_DESCRIPTION OF THE TASK:_
The entries are to be duplicated exactly, though any picture in them must be omitted.

***** MATERIAL SHOWN *****

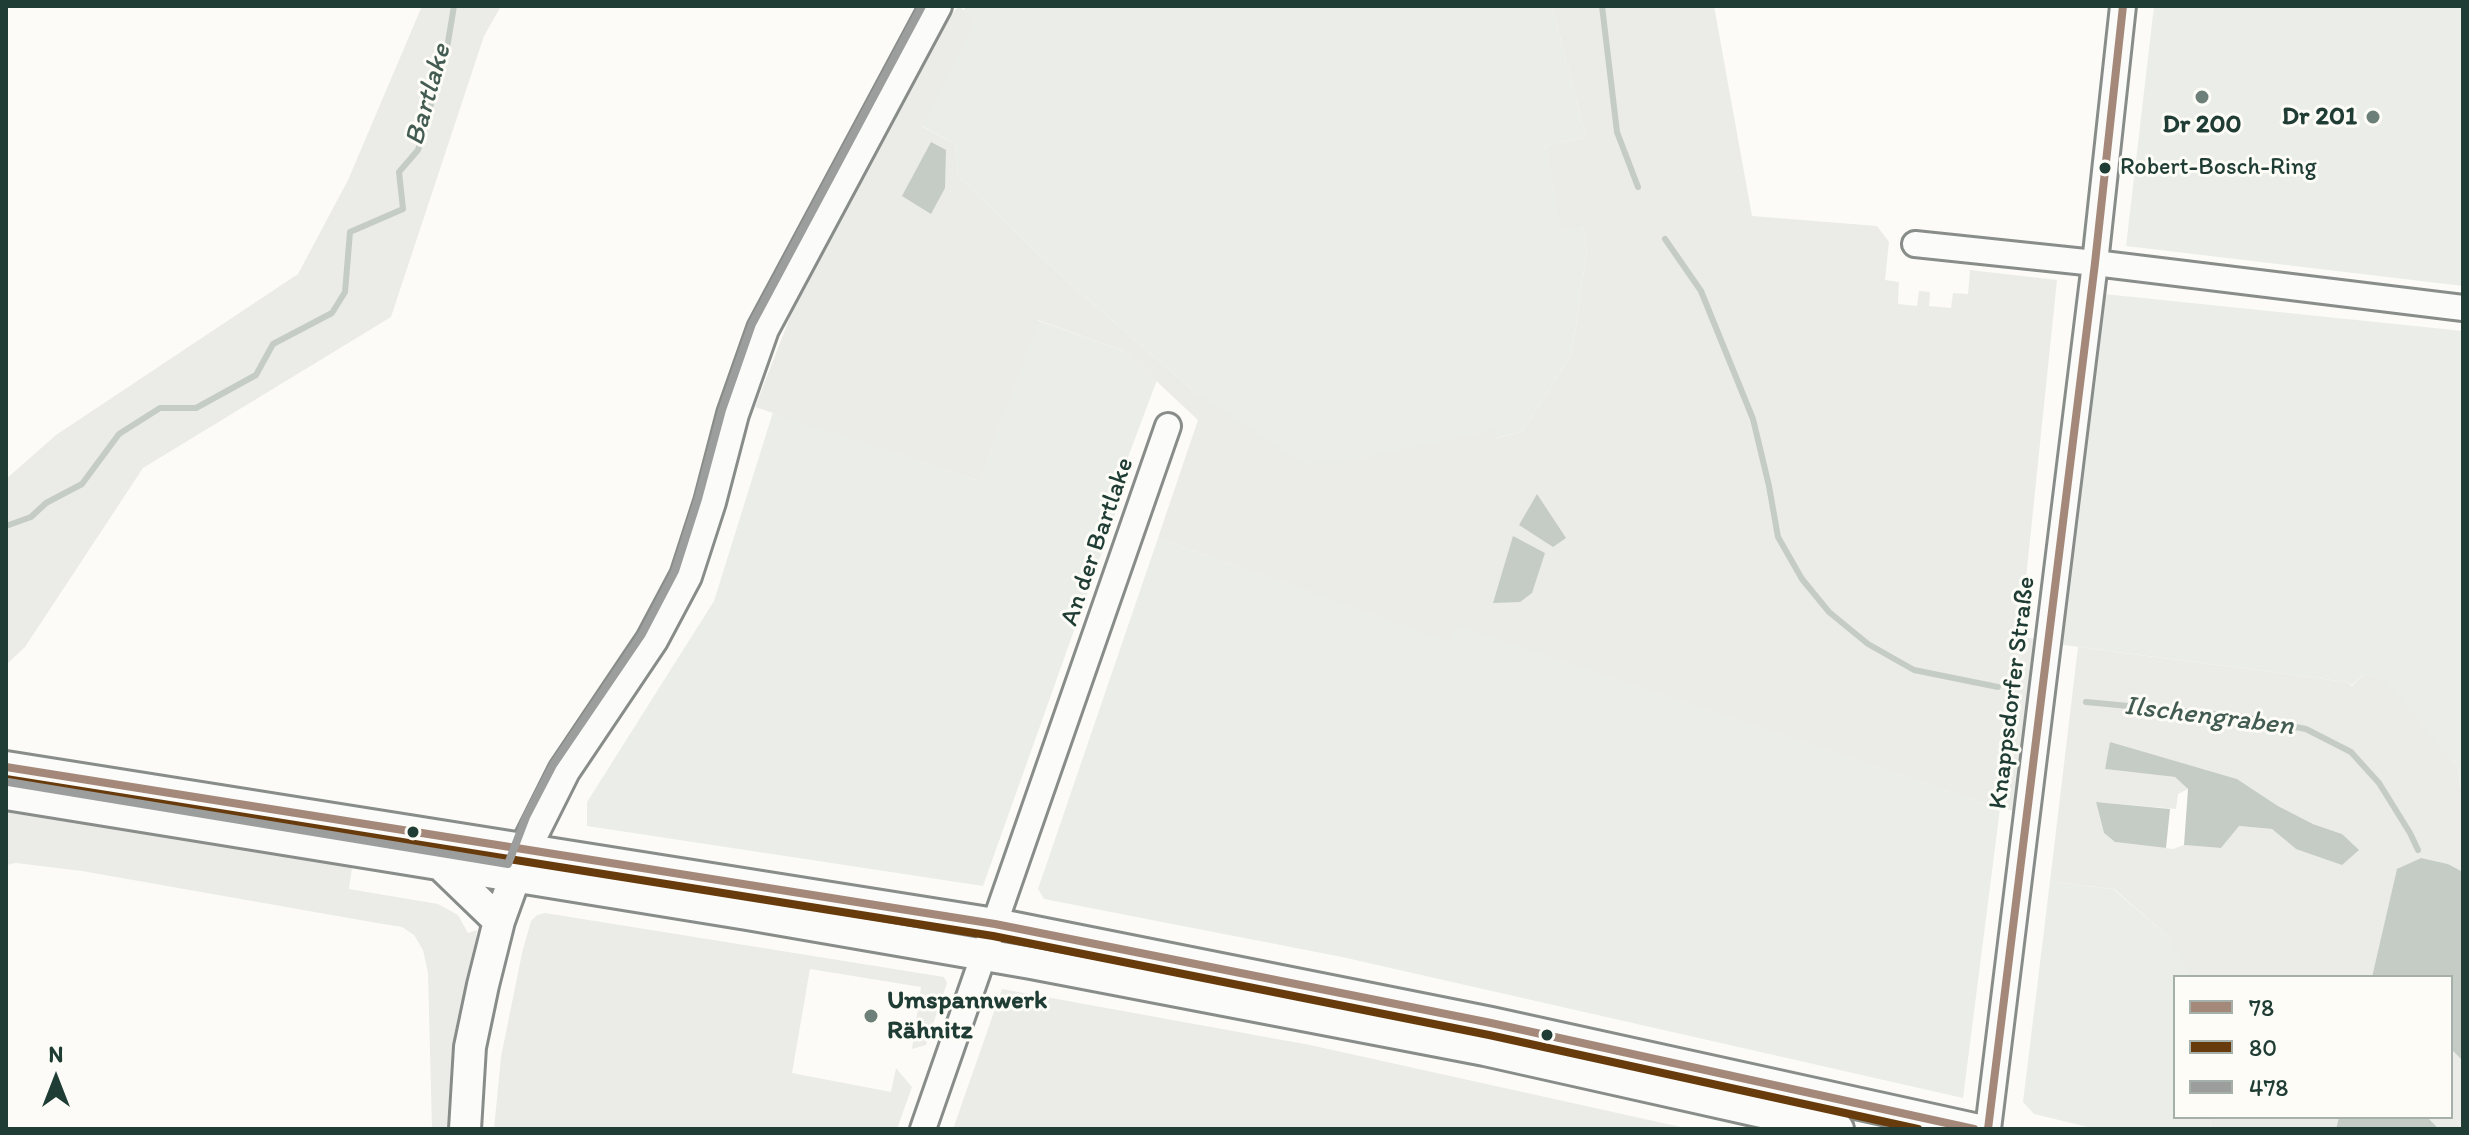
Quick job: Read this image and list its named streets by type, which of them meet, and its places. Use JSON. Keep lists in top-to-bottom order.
{
  "streets": {
    "street": ["An der Bartlake", "Knappsdorfer Straße"]
  },
  "water": ["Bartlake", "Ilschengraben"],
  "places": [
    "Dr 200",
    "Dr 201",
    "Robert-Bosch-Ring",
    "Umspannwerk Rähnitz"
  ],
  "lines": ["transit line 78", "transit line 478", "transit line 80"],
  "legend": ["78", "80", "478"],
  "north": "top"
}
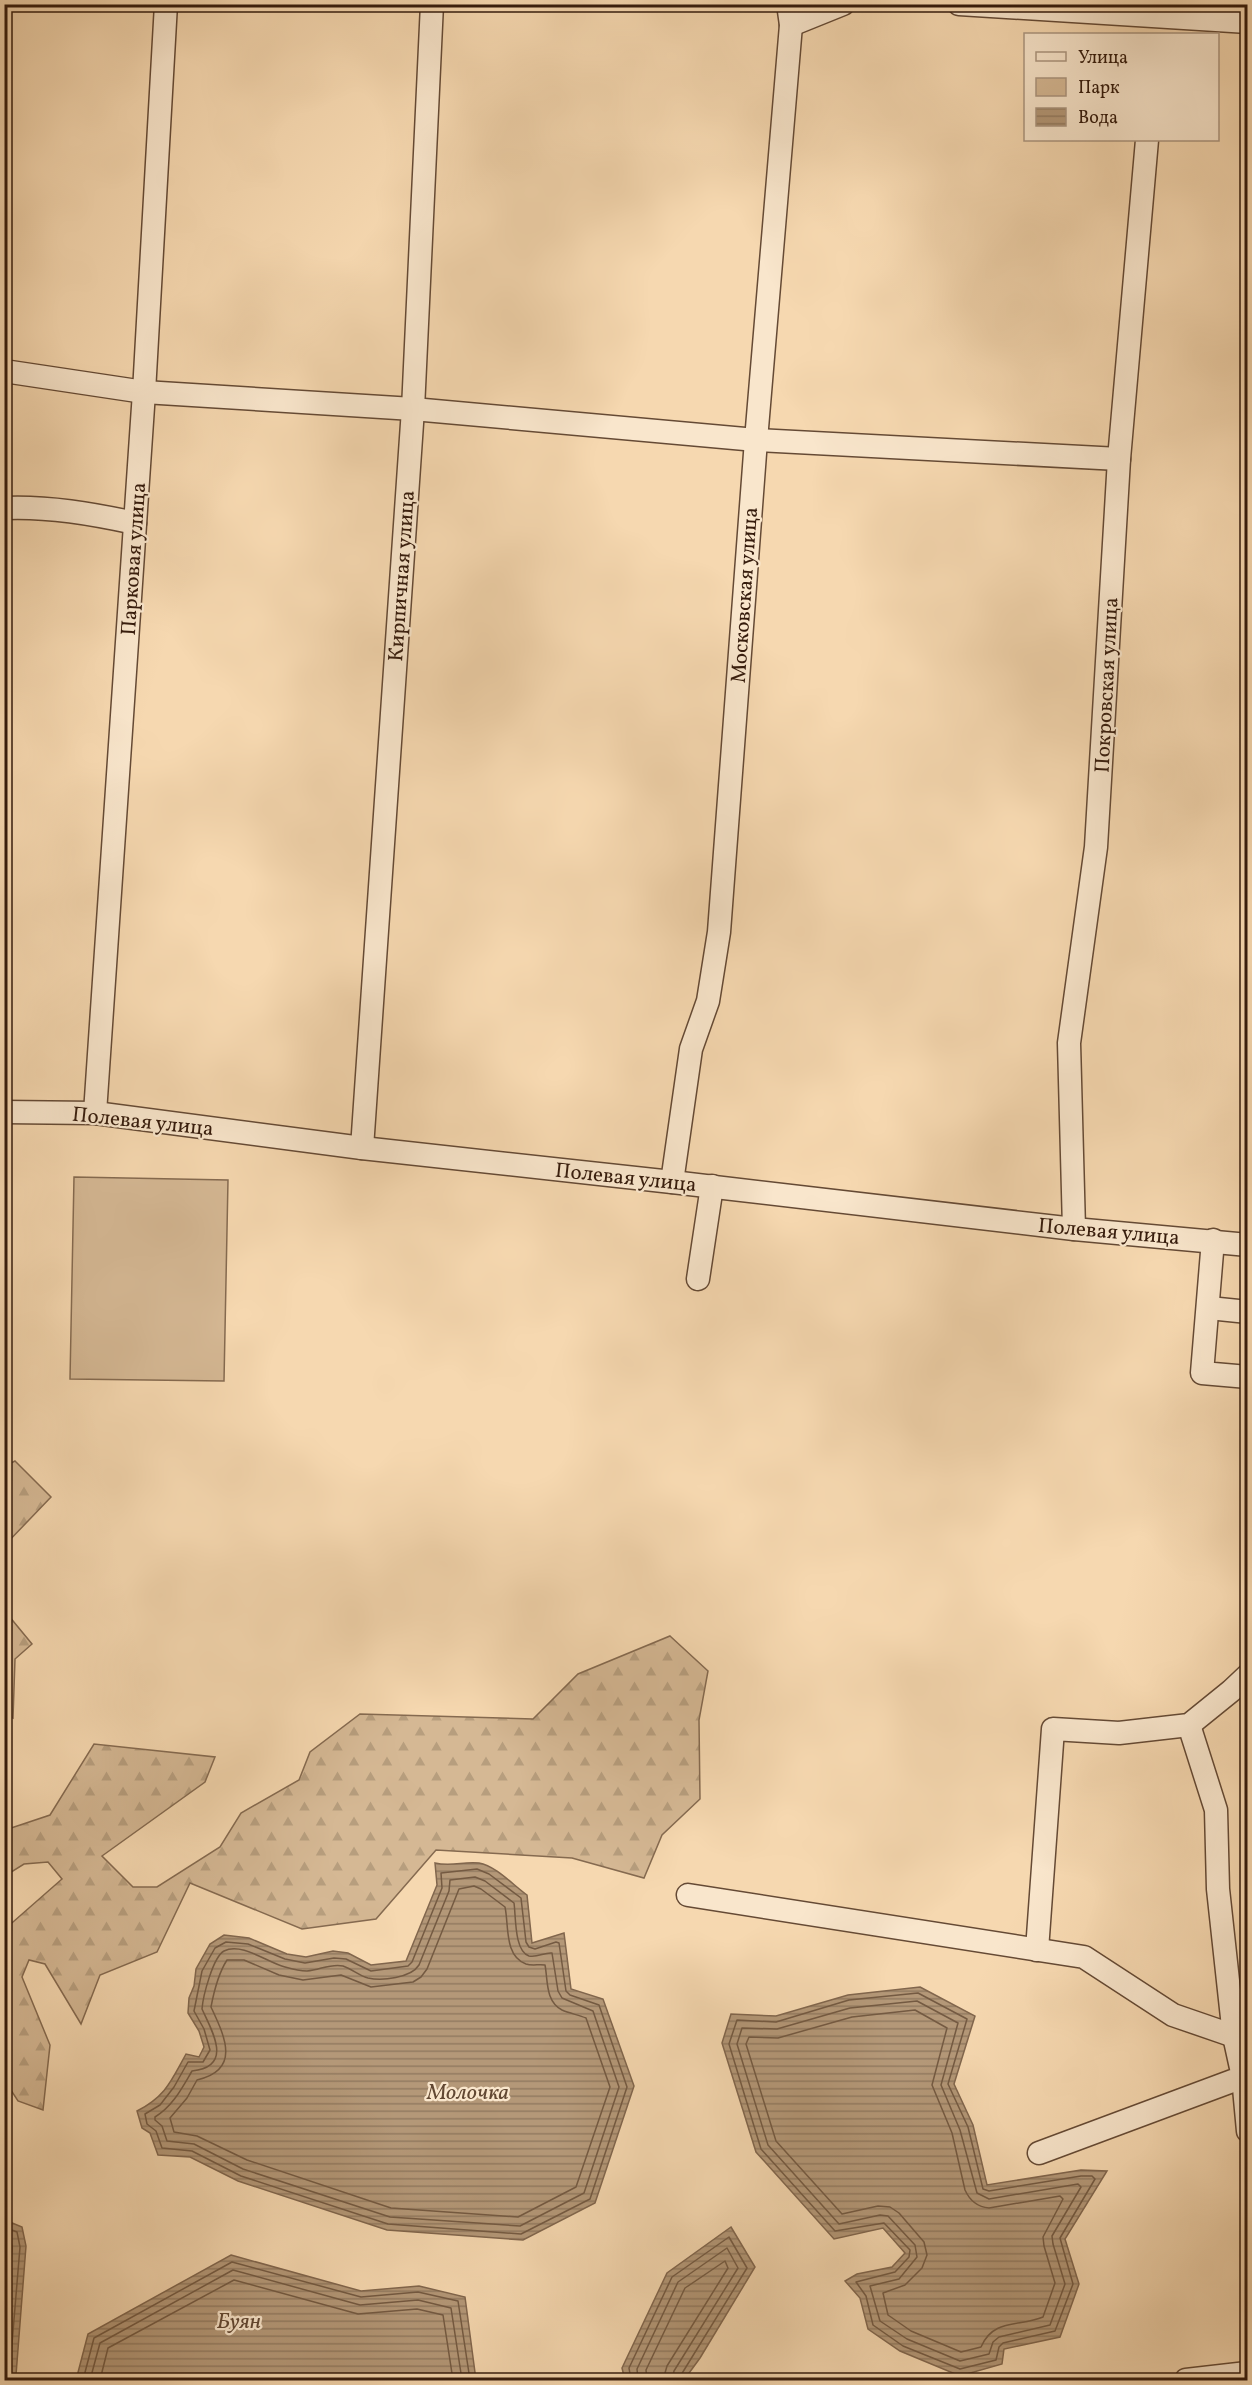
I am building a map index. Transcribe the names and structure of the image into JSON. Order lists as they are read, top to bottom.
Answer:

*****

_FINISHED TASK:_
Quick job: Read this image and list its named streets by type, which of them meet, and its places. Use JSON. Keep lists in top-to-bottom order.
{
  "streets": {
    "street": ["An der Bartlake", "Knappsdorfer Straße"]
  },
  "water": ["Bartlake", "Ilschengraben"],
  "places": [
    "Dr 200",
    "Dr 201",
    "Robert-Bosch-Ring",
    "Umspannwerk Rähnitz"
  ],
  "lines": ["transit line 78", "transit line 478", "transit line 80"],
  "legend": ["78", "80", "478"],
  "north": "top"
}
I am building a map index. Transcribe the names and structure of the image into JSON. Order lists as they are read, top to bottom.
Answer:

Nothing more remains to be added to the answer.